Posted by Dale @ 7:56 pm in Deployment, Outside the Wire

While in Dahuk with Glenn, Gee took us to Ineshke to see the waterfalls. According to Gee, Saddam had these falls created for his own private resort. Once again, Saddam had all of the original inhabitants of the area removed before building his resort. The area today is rundown and neglected.

Ineshke

While I was in Dahuk, I had the pleasure of meeting Gee’s family. Gee’s real name is Ghufran. He is originally from Dahuk. In 1986, he ended up in Nashville, Tennessee. While in Nashville, he met Ravin, who also happened to be from Dahuk. They were later married and now have 4 children: Mateen (son - 13); Avahi (daughter - 11); Ragur (son - 8); and Vajin (son - 5).

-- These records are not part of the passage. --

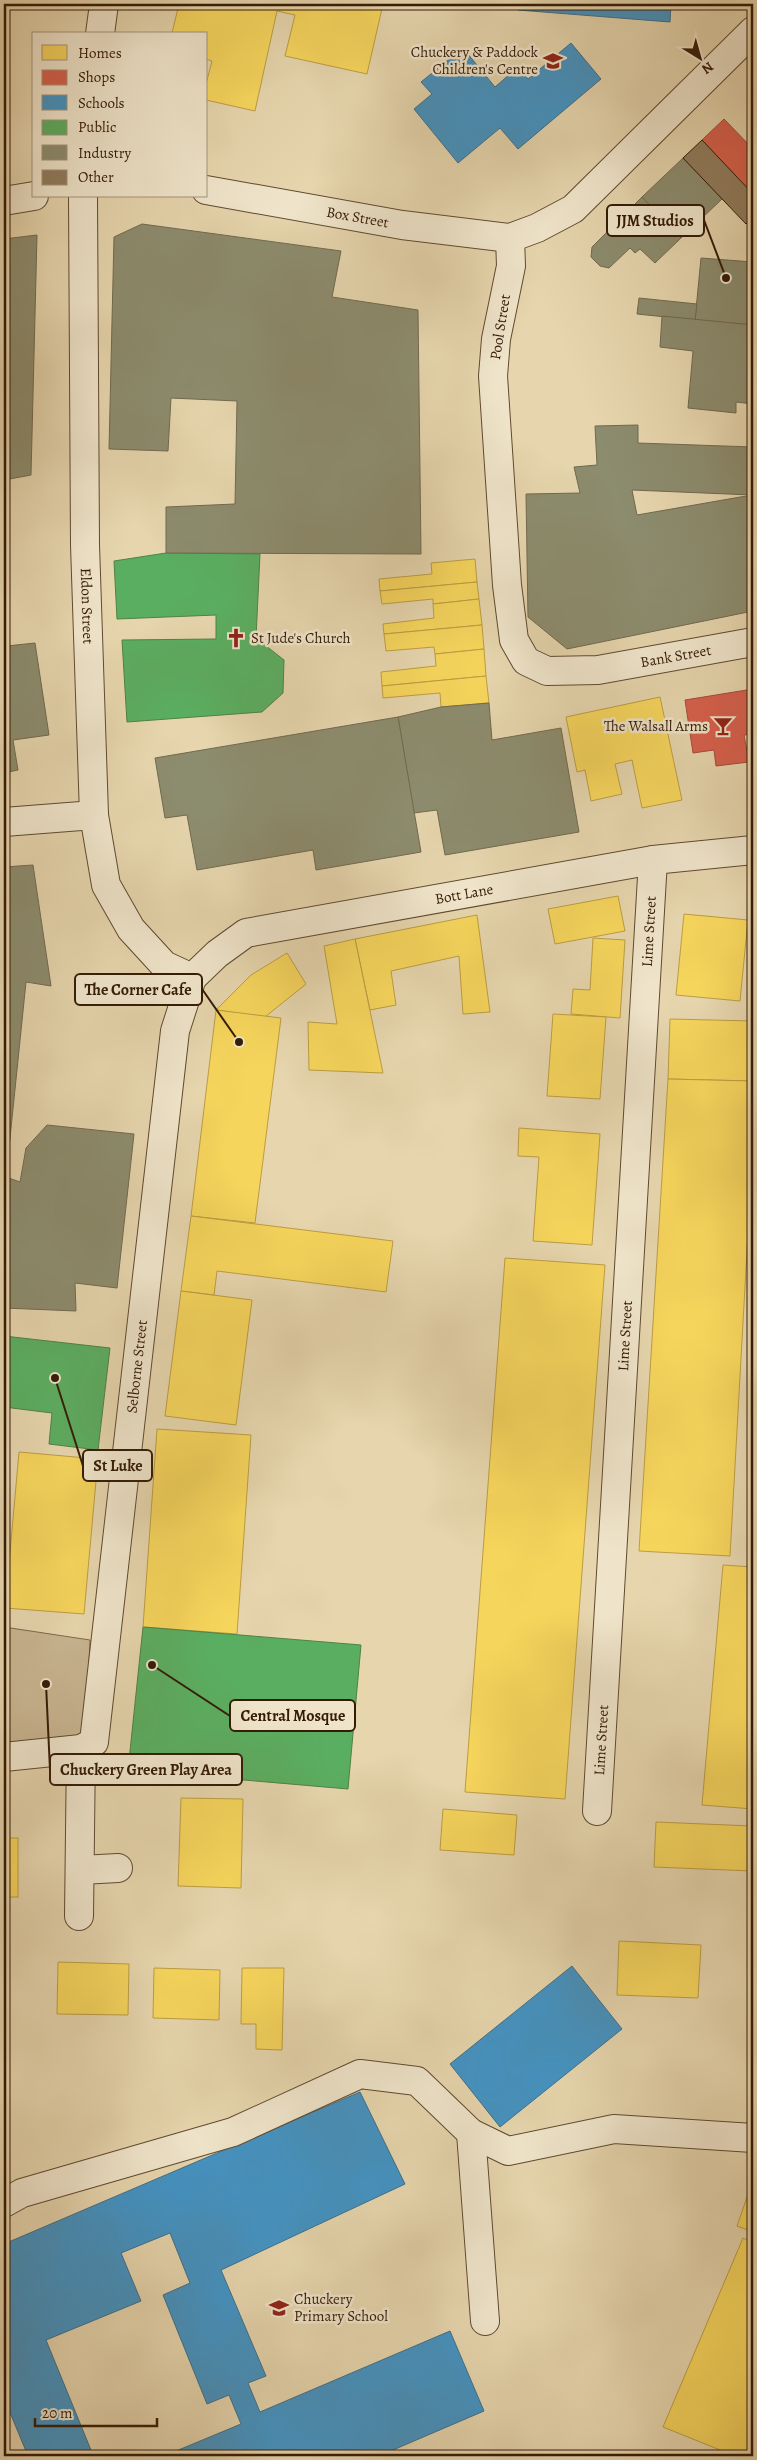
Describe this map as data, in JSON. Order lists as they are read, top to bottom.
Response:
{
  "streets": {
    "street": [
      "Box Street",
      "Pool Street",
      "Eldon Street",
      "Bank Street",
      "Bott Lane",
      "Lime Street",
      "Selborne Street"
    ]
  },
  "crossings": [
    ["Box Street", "Pool Street"],
    ["Pool Street", "Bank Street"],
    ["Eldon Street", "Bott Lane"],
    ["Eldon Street", "Selborne Street"],
    ["Bott Lane", "Lime Street"],
    ["Bott Lane", "Selborne Street"]
  ],
  "places": {
    "school or university": ["Chuckery & Paddock Children's Centre", "Chuckery Primary School"],
    "other": [
      "JJM Studios",
      "The Corner Cafe",
      "St Luke",
      "Central Mosque",
      "Chuckery Green Play Area"
    ],
    "church": ["St Jude's Church"],
    "bar": ["The Walsall Arms"]
  },
  "legend": [
    "Homes",
    "Shops",
    "Schools",
    "Public",
    "Industry",
    "Other"
  ],
  "scale_bar": "20 m",
  "north": "bottom right"
}
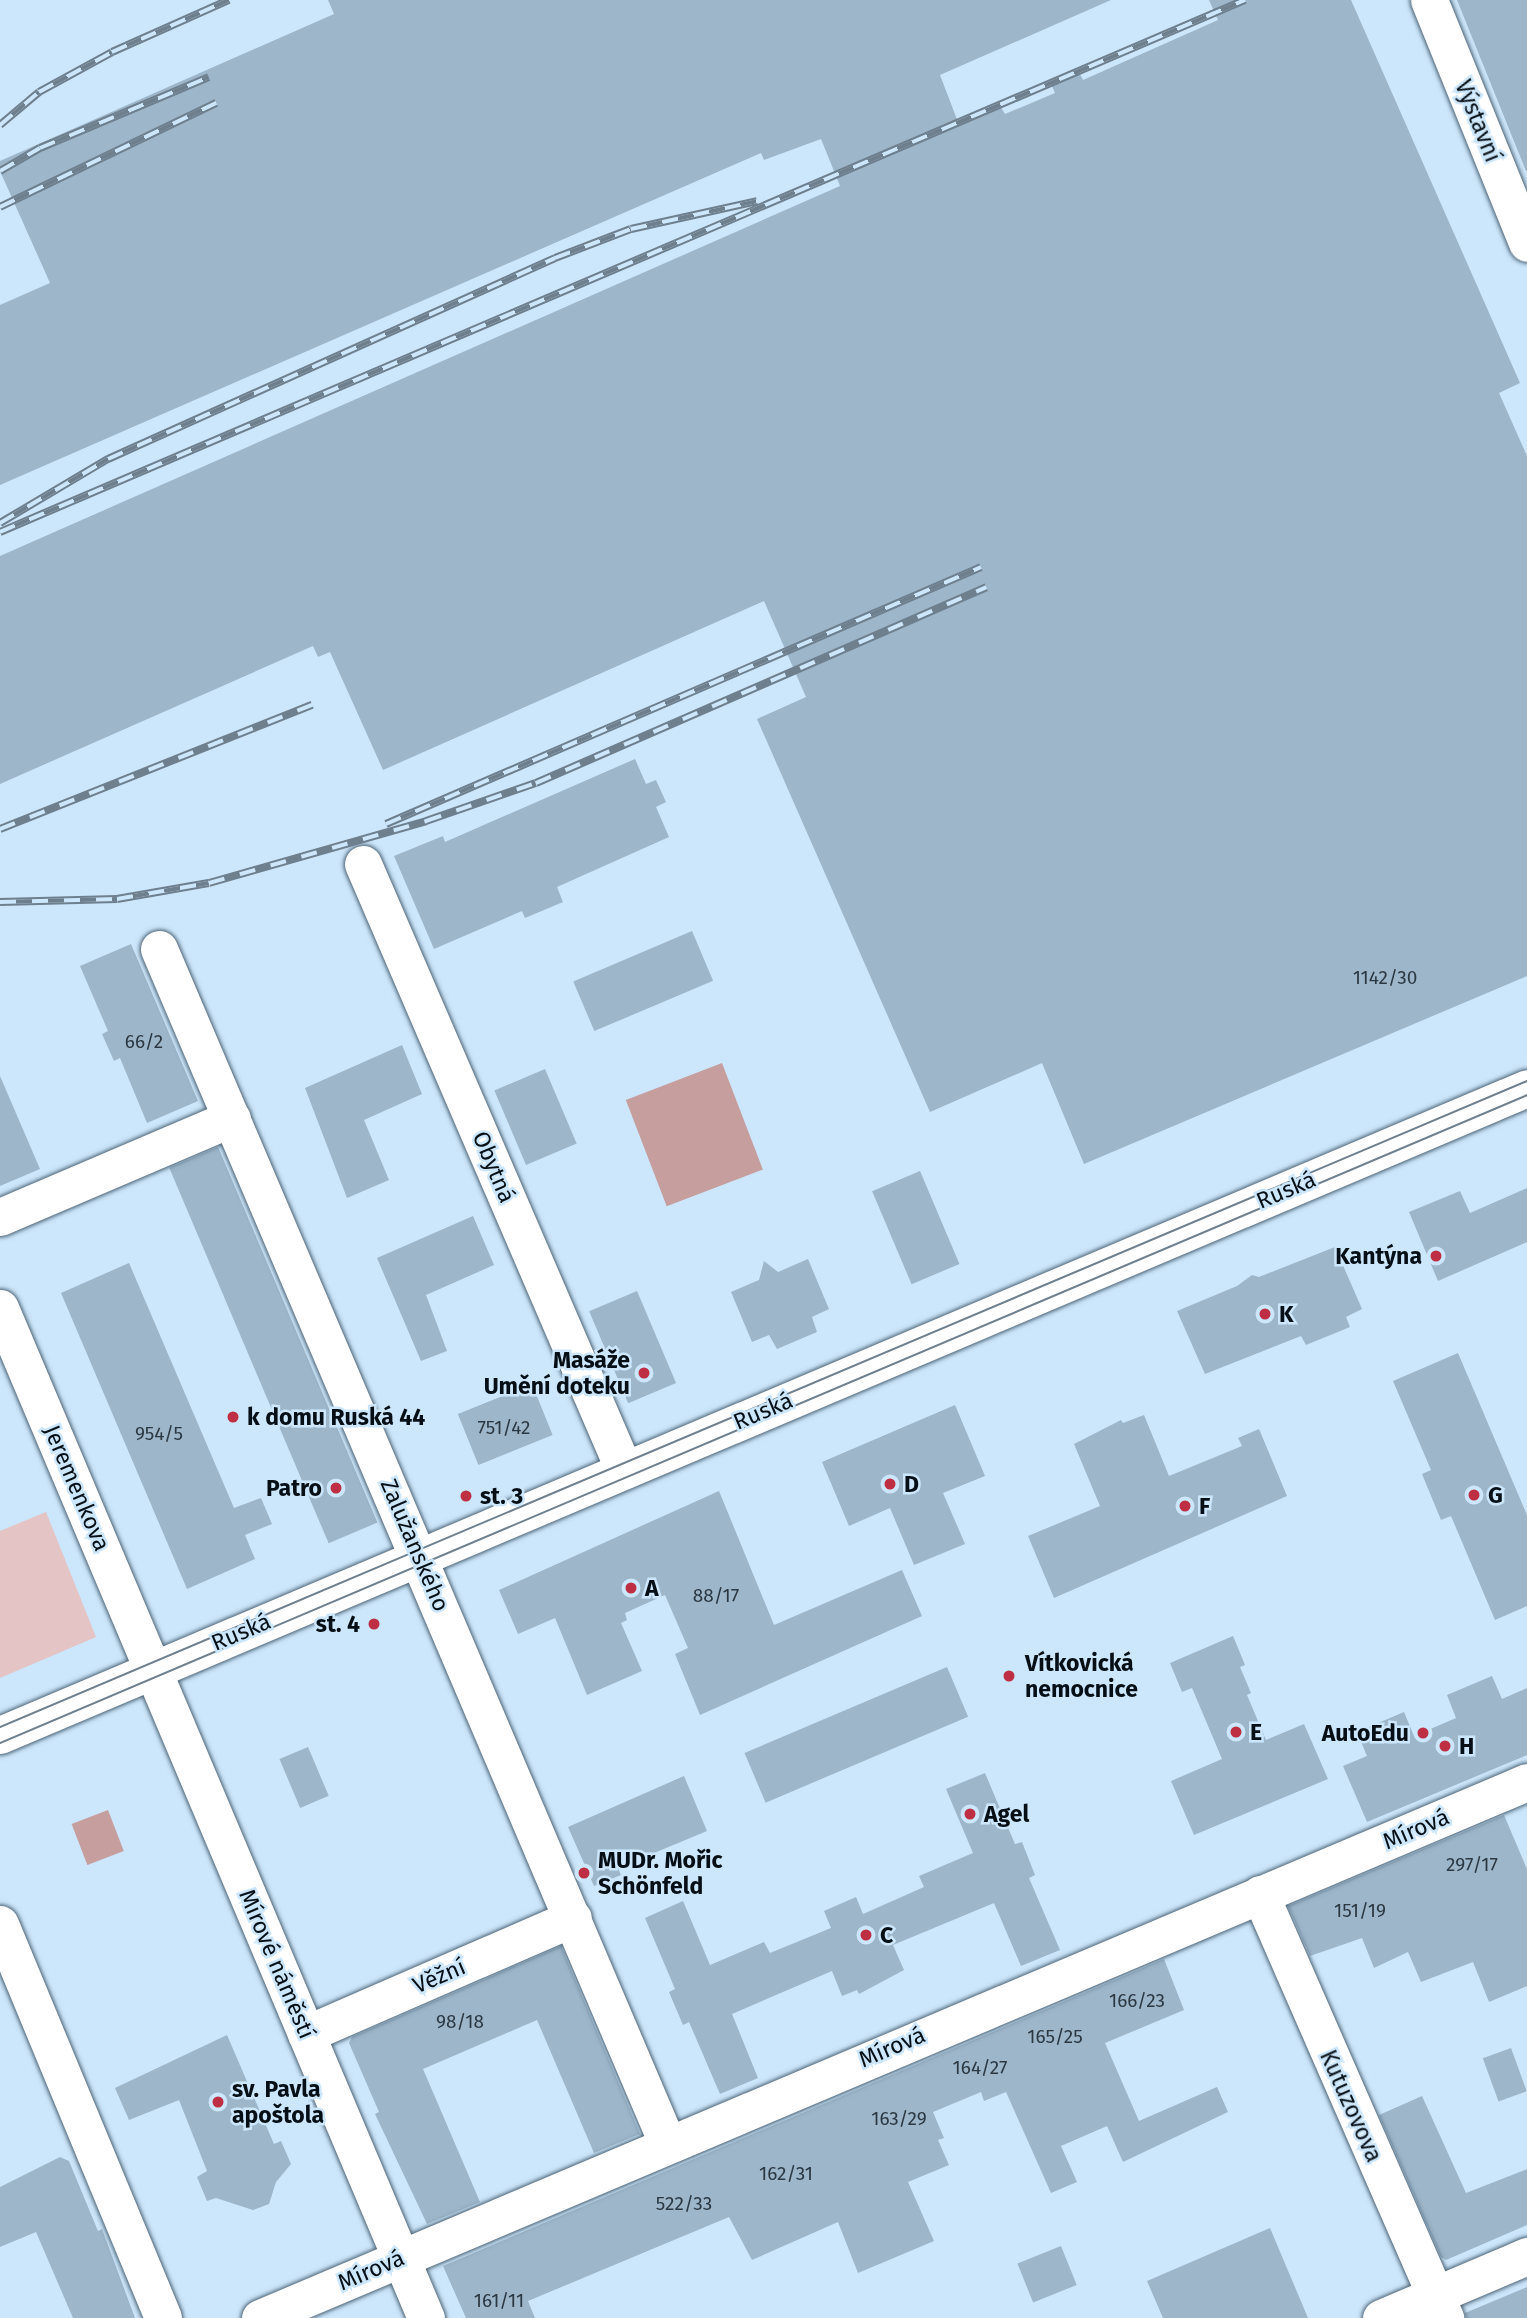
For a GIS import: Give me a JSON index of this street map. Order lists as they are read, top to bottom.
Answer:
{
  "streets": {
    "street": [
      "Výstavní",
      "Obytná",
      "Ruská",
      "Jeremenkova",
      "Zalužanského",
      "Mírová",
      "Mírové náměstí",
      "Věžní",
      "Kutuzovova"
    ]
  },
  "crossings": [
    ["Obytná", "Ruská"],
    ["Ruská", "Jeremenkova"],
    ["Ruská", "Zalužanského"],
    ["Ruská", "Mírové náměstí"],
    ["Jeremenkova", "Mírové náměstí"],
    ["Zalužanského", "Mírová"],
    ["Zalužanského", "Věžní"],
    ["Mírová", "Mírové náměstí"],
    ["Mírová", "Kutuzovova"],
    ["Mírové náměstí", "Věžní"]
  ],
  "places": [
    "Kantýna",
    "K",
    "Masáže Umění doteku",
    "k domu Ruská 44",
    "D",
    "Patro",
    "G",
    "st. 3",
    "F",
    "A",
    "st. 4",
    "Vítkovická nemocnice",
    "E",
    "AutoEdu",
    "H",
    "Agel",
    "MUDr. Mořic Schönfeld",
    "C",
    "sv. Pavla apoštola"
  ],
  "house_numbers": [
    "1142/30",
    "66/2",
    "751/42",
    "954/5",
    "88/17",
    "297/17",
    "151/19",
    "166/23",
    "98/18",
    "165/25",
    "164/27",
    "163/29",
    "162/31",
    "522/33",
    "161/11"
  ]
}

The kids are Americans through and through.

Boss with Gee and Family

Gee calls me Boss. I told Gabe this, and now Gabe likes to call me Boss every now and then. When Gee was working in Mosul, I had promised him that I would move him to the Dahuk office at some point. When that finally happened, he moved his family from Tennessee to Dahuk. I kept promising to get back up to Dahuk to visit his family, so Gee kept telling his kids that Boss was going to visit. When I finally made good on my promise, I had a blast with the Barzanis. As I was leaving, Ragur, the 8-year old, said “Bye, Boss”. I think Ragur and Gabe could be good friends!